# Action item:
Output all of the material once more, so that every line matches the original exactly.

# Available records:
######

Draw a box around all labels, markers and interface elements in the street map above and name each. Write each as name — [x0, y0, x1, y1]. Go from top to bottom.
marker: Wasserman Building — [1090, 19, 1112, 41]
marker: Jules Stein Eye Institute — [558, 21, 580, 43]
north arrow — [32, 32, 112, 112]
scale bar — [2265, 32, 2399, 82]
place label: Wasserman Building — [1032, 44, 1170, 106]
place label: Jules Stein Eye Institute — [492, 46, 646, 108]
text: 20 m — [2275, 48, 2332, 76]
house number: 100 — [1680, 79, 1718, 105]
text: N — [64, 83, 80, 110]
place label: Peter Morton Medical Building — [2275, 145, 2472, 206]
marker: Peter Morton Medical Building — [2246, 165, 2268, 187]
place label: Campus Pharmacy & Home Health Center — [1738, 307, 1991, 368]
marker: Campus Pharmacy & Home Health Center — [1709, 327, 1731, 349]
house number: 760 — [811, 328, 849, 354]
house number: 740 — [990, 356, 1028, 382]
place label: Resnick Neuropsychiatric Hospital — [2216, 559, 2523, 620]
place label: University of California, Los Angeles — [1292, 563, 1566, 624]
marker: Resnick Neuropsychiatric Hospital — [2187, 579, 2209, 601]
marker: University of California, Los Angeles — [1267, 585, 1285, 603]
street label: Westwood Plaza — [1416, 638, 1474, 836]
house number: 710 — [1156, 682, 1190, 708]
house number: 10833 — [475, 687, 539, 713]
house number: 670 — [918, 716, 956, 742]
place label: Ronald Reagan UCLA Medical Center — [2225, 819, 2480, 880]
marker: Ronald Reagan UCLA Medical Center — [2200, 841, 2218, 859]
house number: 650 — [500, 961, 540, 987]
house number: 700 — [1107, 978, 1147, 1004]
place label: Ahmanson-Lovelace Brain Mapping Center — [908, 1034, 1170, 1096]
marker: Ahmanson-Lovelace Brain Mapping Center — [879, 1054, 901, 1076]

######

# Solution for this problem:
Draw a box around all labels, markers and interface elements in the street map above and name each. Write each as name — [x0, y0, x1, y1]. Go from top to bottom.
marker: Wasserman Building — [1090, 19, 1112, 41]
marker: Jules Stein Eye Institute — [558, 21, 580, 43]
north arrow — [32, 32, 112, 112]
scale bar — [2265, 32, 2399, 82]
place label: Wasserman Building — [1032, 44, 1170, 106]
place label: Jules Stein Eye Institute — [492, 46, 646, 108]
text: 20 m — [2275, 48, 2332, 76]
house number: 100 — [1680, 79, 1718, 105]
text: N — [64, 83, 80, 110]
place label: Peter Morton Medical Building — [2275, 145, 2472, 206]
marker: Peter Morton Medical Building — [2246, 165, 2268, 187]
place label: Campus Pharmacy & Home Health Center — [1738, 307, 1991, 368]
marker: Campus Pharmacy & Home Health Center — [1709, 327, 1731, 349]
house number: 760 — [811, 328, 849, 354]
house number: 740 — [990, 356, 1028, 382]
place label: Resnick Neuropsychiatric Hospital — [2216, 559, 2523, 620]
place label: University of California, Los Angeles — [1292, 563, 1566, 624]
marker: Resnick Neuropsychiatric Hospital — [2187, 579, 2209, 601]
marker: University of California, Los Angeles — [1267, 585, 1285, 603]
street label: Westwood Plaza — [1416, 638, 1474, 836]
house number: 710 — [1156, 682, 1190, 708]
house number: 10833 — [475, 687, 539, 713]
house number: 670 — [918, 716, 956, 742]
place label: Ronald Reagan UCLA Medical Center — [2225, 819, 2480, 880]
marker: Ronald Reagan UCLA Medical Center — [2200, 841, 2218, 859]
house number: 650 — [500, 961, 540, 987]
house number: 700 — [1107, 978, 1147, 1004]
place label: Ahmanson-Lovelace Brain Mapping Center — [908, 1034, 1170, 1096]
marker: Ahmanson-Lovelace Brain Mapping Center — [879, 1054, 901, 1076]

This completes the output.